Karya ini diterbitkan atas izin NovelToon Senjahari_ID24, isi konten hanyalah pandangan pribadi pembuatnya, tidak mewakili NovelToon sendiri

Penampakan

Bab 10. Penampakan

Begitu asyiknya berjalan-jalan dengan Afkar, Khalisa baru menyadari bahwa gelap semakin larut. Jam di ponsel bututnya sudah menunjukkan pukul setengah sembilan.

“Duh, dasar aku. Kampungan banget sih, jarang main jadi begini nih, lupa waktu.”

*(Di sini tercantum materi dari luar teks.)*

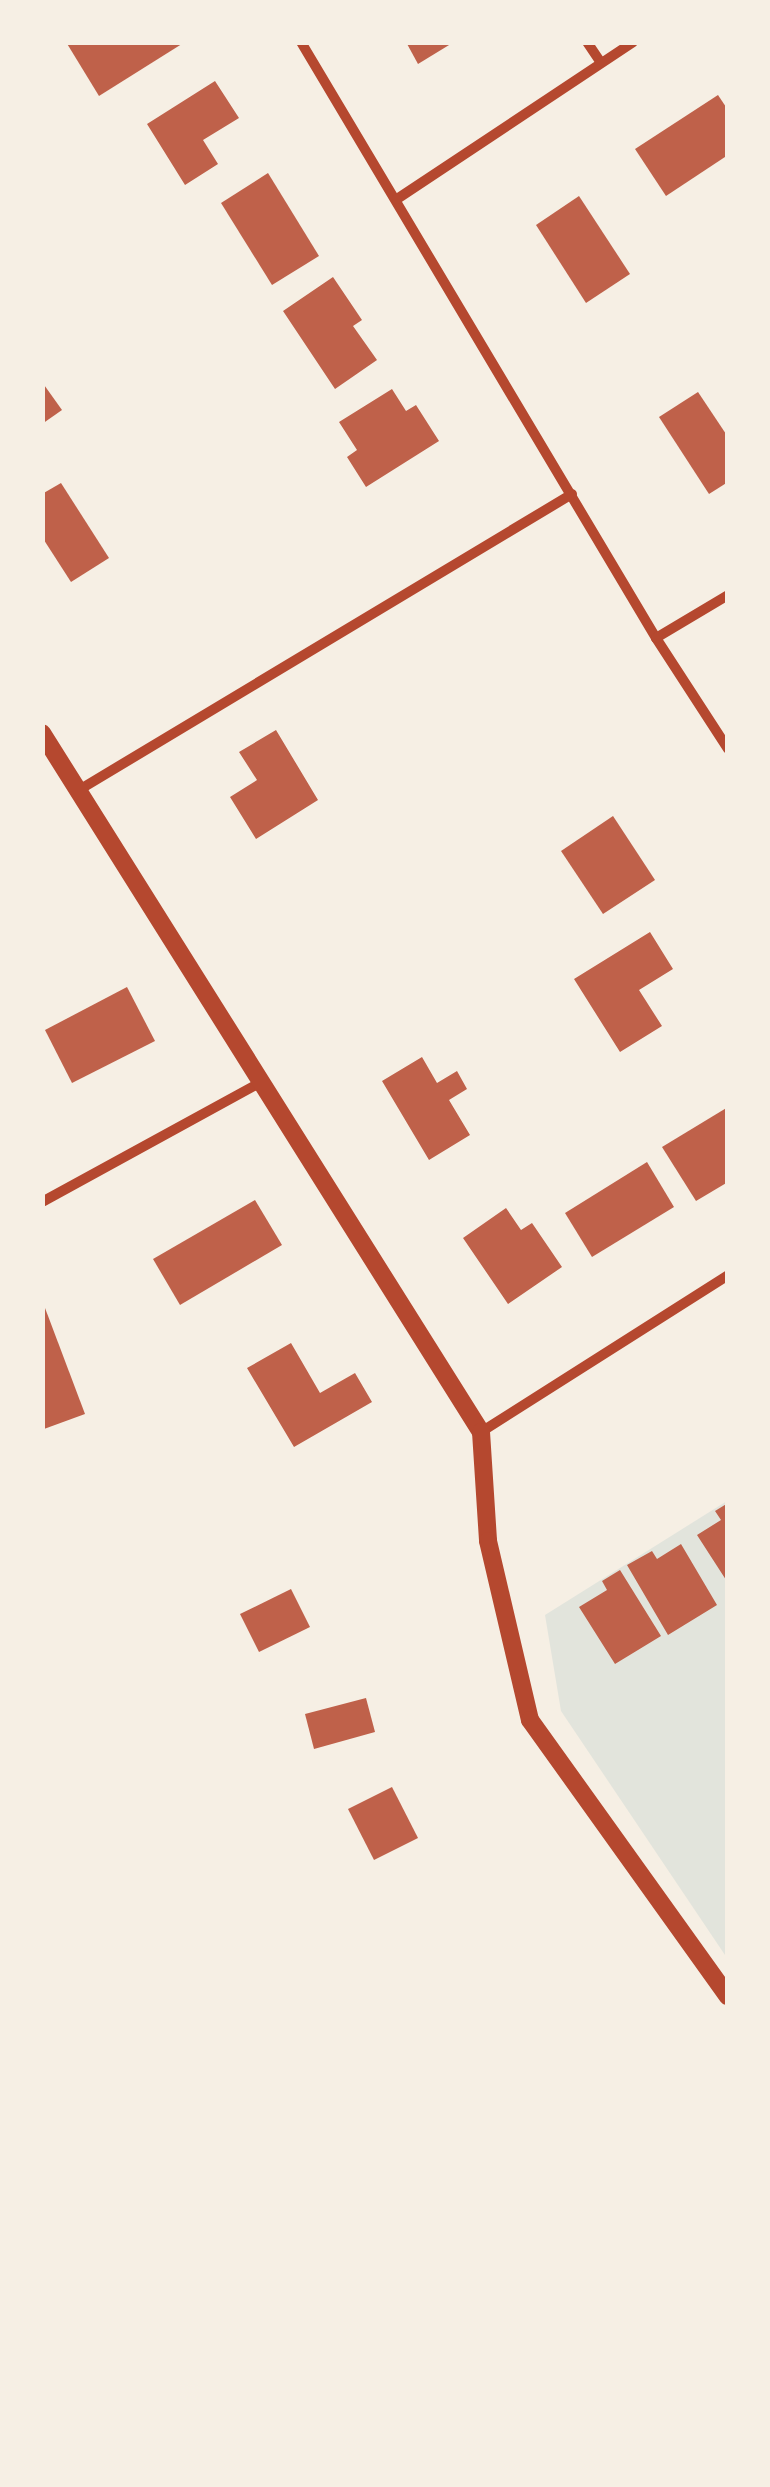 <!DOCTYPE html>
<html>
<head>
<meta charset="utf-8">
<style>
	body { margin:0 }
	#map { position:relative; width:770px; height:2487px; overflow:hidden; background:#f6efe4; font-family:"PT Sans Narrow",sans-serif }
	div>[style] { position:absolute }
	.green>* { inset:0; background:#e2e4dc }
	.building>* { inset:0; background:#bf614a }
	.minor>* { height:10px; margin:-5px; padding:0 5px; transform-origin:5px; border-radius:5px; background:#b5482f }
	.tertiary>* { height:18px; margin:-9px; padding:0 9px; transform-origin:9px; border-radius:9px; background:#b5482f }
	span { translate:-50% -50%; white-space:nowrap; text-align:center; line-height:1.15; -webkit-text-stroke:8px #f6efe4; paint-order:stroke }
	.frame { position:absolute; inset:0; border:45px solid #f6efe4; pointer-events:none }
</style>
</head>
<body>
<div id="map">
	<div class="green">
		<i style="clip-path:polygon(727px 1501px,727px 1958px,561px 1711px,545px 1615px)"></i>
	</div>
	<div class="building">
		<i style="clip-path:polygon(66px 42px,185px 42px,99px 96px)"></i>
		<i style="clip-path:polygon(406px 42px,454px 42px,418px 64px)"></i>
		<i style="clip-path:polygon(215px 81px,239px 118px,203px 140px,218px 164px,185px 185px,147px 124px)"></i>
		<i style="clip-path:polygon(718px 95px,728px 110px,728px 155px,666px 196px,635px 149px)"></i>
		<i style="clip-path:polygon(268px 173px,319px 256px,272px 285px,221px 203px)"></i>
		<i style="clip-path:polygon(579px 196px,630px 274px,586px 303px,536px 225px)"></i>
		<i style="clip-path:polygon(333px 277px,362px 320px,353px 326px,377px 360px,335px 389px,283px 311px)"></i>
		<i style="clip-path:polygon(42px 382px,62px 410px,42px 424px)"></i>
		<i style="clip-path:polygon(392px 389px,406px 411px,416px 405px,439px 441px,366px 487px,347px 457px,357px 450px,339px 422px)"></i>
		<i style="clip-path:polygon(698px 392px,728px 437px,728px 482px,709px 494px,659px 417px)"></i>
		<i style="clip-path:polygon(61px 483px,109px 558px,71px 582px,42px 537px,42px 494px)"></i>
		<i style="clip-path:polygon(276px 730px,318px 800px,256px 839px,230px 797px,257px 780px,239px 752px)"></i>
		<i style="clip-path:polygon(613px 816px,655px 880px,603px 914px,561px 851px)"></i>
		<i style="clip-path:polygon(650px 932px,673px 969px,639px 990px,662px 1026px,620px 1052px,574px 979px)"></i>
		<i style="clip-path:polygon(127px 987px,155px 1041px,72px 1083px,45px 1030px)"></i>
		<i style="clip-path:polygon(422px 1057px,437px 1083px,457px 1071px,467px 1089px,449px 1100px,470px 1135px,429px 1160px,382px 1081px)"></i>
		<i style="clip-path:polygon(728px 1107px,728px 1182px,696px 1201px,662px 1147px)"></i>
		<i style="clip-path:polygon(647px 1162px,674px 1207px,592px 1257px,565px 1213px)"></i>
		<i style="clip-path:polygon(255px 1200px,282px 1245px,180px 1305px,153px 1259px)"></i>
		<i style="clip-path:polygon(506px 1208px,521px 1230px,532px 1223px,562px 1267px,508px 1304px,463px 1238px)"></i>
		<i style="clip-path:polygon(42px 1300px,85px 1414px,44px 1429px,42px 1424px)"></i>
		<i style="clip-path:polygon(291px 1343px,320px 1393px,355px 1373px,372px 1402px,294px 1447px,247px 1368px)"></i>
		<i style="clip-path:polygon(728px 1503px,728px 1583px,697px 1535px,721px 1520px,715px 1511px)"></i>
		<i style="clip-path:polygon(681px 1544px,717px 1605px,668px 1635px,627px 1565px,652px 1551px,657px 1559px)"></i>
		<i style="clip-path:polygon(620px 1570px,661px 1636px,615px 1664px,579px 1607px,607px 1590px,602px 1581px)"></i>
		<i style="clip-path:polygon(291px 1589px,310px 1627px,259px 1652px,240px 1614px)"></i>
		<i style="clip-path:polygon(366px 1698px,375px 1732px,314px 1749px,305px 1714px)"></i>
		<i style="clip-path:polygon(392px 1787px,418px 1838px,374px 1860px,348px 1809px)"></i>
	</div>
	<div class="minor">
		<i style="left:301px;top:42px;width:694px;rotate:59.22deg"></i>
		<i style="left:656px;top:638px;width:132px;rotate:57deg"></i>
		<i style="left:587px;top:42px;width:25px;rotate:56deg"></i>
		<i style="left:397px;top:199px;width:283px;rotate:-33.6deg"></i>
		<i style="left:656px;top:638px;width:84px;rotate:-30.8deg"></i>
		<i style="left:79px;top:790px;width:575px;rotate:-30.98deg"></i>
		<i style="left:42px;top:1202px;width:247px;rotate:-28.7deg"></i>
		<i style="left:481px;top:1432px;width:293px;rotate:-32.4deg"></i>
	</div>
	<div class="tertiary">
		<i style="left:42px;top:733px;width:825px;rotate:57.87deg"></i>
		<i style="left:481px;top:1432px;width:109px;rotate:86.3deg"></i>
		<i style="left:488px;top:1541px;width:184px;rotate:76.8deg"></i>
		<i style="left:530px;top:1720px;width:340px;rotate:54.4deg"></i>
	</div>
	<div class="frame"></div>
</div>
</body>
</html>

Mengancingkan jaket Afkar lebih rapat juga memasangkan topi hangatnya, Khalisa menggendong Afkar yang masih asyik memijakkan kaki ke sana kemari di lokasi alun-alun Kota Bandung yang mulai sepi. Menggendongnya menggunakan kain jarik yang tersimpan lama di lemari sebab gendongan bayi yang biasa dipakai sudah kurang layak dipakai bepergian. Mengencangkan simpulnya, memastikan sang anak dilingkupi kehangatan.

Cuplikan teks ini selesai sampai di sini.